**What you should do:** Starting at the top of the records below and ending with the line that contains "1px #635042) drop-shadow(0", print each line exactly as written, skipping the pictures.

[Saved entries]
◆ ◆ ◆ ◆ ◆ ◆ ◆

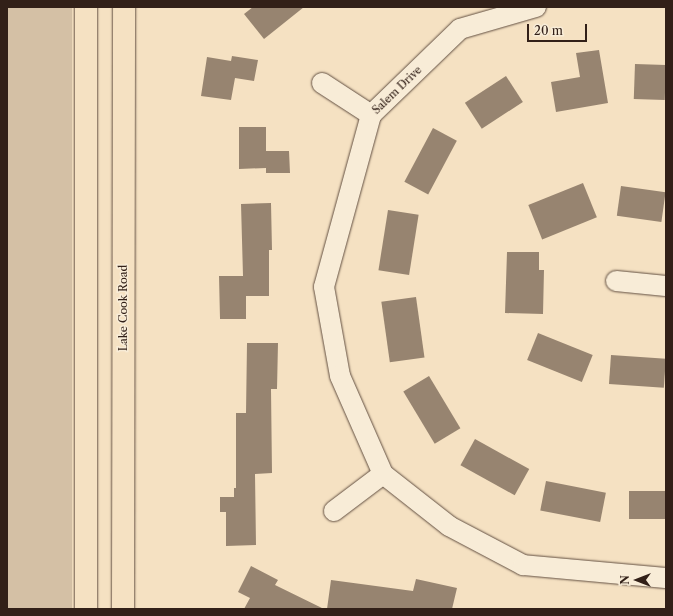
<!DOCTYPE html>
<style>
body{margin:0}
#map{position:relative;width:673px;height:616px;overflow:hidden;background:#f5e1c2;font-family:"Libre Caslon Text",serif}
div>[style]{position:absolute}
.green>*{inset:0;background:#d4c0a5;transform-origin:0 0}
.building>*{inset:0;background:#978470;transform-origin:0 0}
.roads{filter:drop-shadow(0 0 1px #635042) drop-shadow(0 0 1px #635042)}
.minor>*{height:20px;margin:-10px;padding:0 10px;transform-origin:10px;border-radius:10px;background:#f8ecd7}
.major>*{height:22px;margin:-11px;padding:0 11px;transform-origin:11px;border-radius:11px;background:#f5e1c2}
span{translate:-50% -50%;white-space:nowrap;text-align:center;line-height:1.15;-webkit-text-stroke:3px #f8ecd7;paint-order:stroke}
.street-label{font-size:11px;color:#322018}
.frame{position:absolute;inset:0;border:8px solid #322018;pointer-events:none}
.north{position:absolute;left:617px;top:560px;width:40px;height:40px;-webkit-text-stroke:3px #f8ecd7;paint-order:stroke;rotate:270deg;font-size:11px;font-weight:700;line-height:16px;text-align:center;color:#322018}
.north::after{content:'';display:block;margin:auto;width:14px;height:18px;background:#322018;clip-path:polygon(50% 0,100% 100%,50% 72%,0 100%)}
.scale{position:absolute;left:527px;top:24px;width:60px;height:18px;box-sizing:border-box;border:2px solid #322018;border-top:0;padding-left:5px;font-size:12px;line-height:14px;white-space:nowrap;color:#322018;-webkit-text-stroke:3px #f8ecd7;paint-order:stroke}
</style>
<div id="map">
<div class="green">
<i style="left:7px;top:7px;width:65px;height:602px"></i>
</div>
<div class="building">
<i style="clip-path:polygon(253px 7px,304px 7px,264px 39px,244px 14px)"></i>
<i style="clip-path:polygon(599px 50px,608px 103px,556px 112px,551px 82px,580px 77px,576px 53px)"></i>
<i style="clip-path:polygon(232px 56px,258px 60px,254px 81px,235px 78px,231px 100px,201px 96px,207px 57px,231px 61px)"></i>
<i style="left:635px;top:64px;width:31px;height:35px;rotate:2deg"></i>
<i style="left:506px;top:76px;width:31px;height:49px;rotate:57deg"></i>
<i style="clip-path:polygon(239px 127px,266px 127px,266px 151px,289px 151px,290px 173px,266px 173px,266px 168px,239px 169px)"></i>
<i style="left:433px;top:128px;width:27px;height:61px;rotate:28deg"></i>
<i style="left:583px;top:183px;width:37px;height:59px;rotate:68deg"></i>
<i style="left:621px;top:186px;width:45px;height:30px;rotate:8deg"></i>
<i style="clip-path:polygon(271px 203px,272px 250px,269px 250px,269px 296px,246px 296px,246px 319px,220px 319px,219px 276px,243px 276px,241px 204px)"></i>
<i style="left:388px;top:210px;width:31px;height:61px;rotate:9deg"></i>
<i style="clip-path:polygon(507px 252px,539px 252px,539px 270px,544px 270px,543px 314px,505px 313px)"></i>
<i style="left:416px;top:297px;width:61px;height:35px;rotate:82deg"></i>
<i style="left:538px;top:333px;width:59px;height:29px;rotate:22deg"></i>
<i style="clip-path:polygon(247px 343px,278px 343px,277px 389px,271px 389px,272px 473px,255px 474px,256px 545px,226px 546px,226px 512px,220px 512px,220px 497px,234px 497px,234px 488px,236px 488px,236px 413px,246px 413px)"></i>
<i style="left:611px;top:355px;width:55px;height:29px;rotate:4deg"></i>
<i style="left:429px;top:376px;width:61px;height:30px;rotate:59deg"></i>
<i style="left:475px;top:439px;width:62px;height:30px;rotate:29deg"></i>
<i style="left:546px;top:481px;width:61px;height:30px;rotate:11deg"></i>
<i style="left:629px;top:491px;width:37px;height:28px"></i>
<i style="clip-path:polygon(251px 566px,278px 580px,275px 585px,324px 609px,244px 609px,250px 598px,238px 592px)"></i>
<i style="clip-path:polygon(416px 579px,457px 588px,452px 609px,327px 609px,331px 580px,413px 591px)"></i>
</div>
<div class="roads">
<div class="minor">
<i style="left:536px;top:7px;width:79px;rotate:163.9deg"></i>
<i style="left:460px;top:29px;width:124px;rotate:136deg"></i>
<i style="left:371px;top:115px;width:178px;rotate:105.3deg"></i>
<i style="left:324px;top:287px;width:90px;rotate:79.8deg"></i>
<i style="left:340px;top:376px;width:107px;rotate:66.3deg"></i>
<i style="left:383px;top:474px;width:84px;rotate:38.2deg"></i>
<i style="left:449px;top:526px;width:84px;rotate:27.8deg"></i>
<i style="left:523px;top:565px;width:144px;rotate:5.2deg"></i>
<i style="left:322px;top:83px;width:59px;rotate:33.1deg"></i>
<i style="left:616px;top:281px;width:50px;rotate:5.7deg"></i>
<i style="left:334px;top:511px;width:61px;rotate:-37.1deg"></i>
</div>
<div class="major">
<i style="left:86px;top:609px;width:602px;rotate:-90deg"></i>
<i style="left:123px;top:609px;width:602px;rotate:-89.9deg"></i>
</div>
</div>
<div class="street-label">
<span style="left:397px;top:90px;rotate:-44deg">Salem Drive</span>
<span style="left:123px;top:308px;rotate:-90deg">Lake Cook Road</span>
</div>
<div class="frame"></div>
<div class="north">N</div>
<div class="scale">20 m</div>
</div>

◆ ◆ ◆ ◆ ◆ ◆ ◆

**Solution below:**
<!DOCTYPE html>
<style>
body{margin:0}
#map{position:relative;width:673px;height:616px;overflow:hidden;background:#f5e1c2;font-family:"Libre Caslon Text",serif}
div>[style]{position:absolute}
.green>*{inset:0;background:#d4c0a5;transform-origin:0 0}
.building>*{inset:0;background:#978470;transform-origin:0 0}
.roads{filter:drop-shadow(0 0 1px #635042) drop-shadow(0 0 1px #635042)}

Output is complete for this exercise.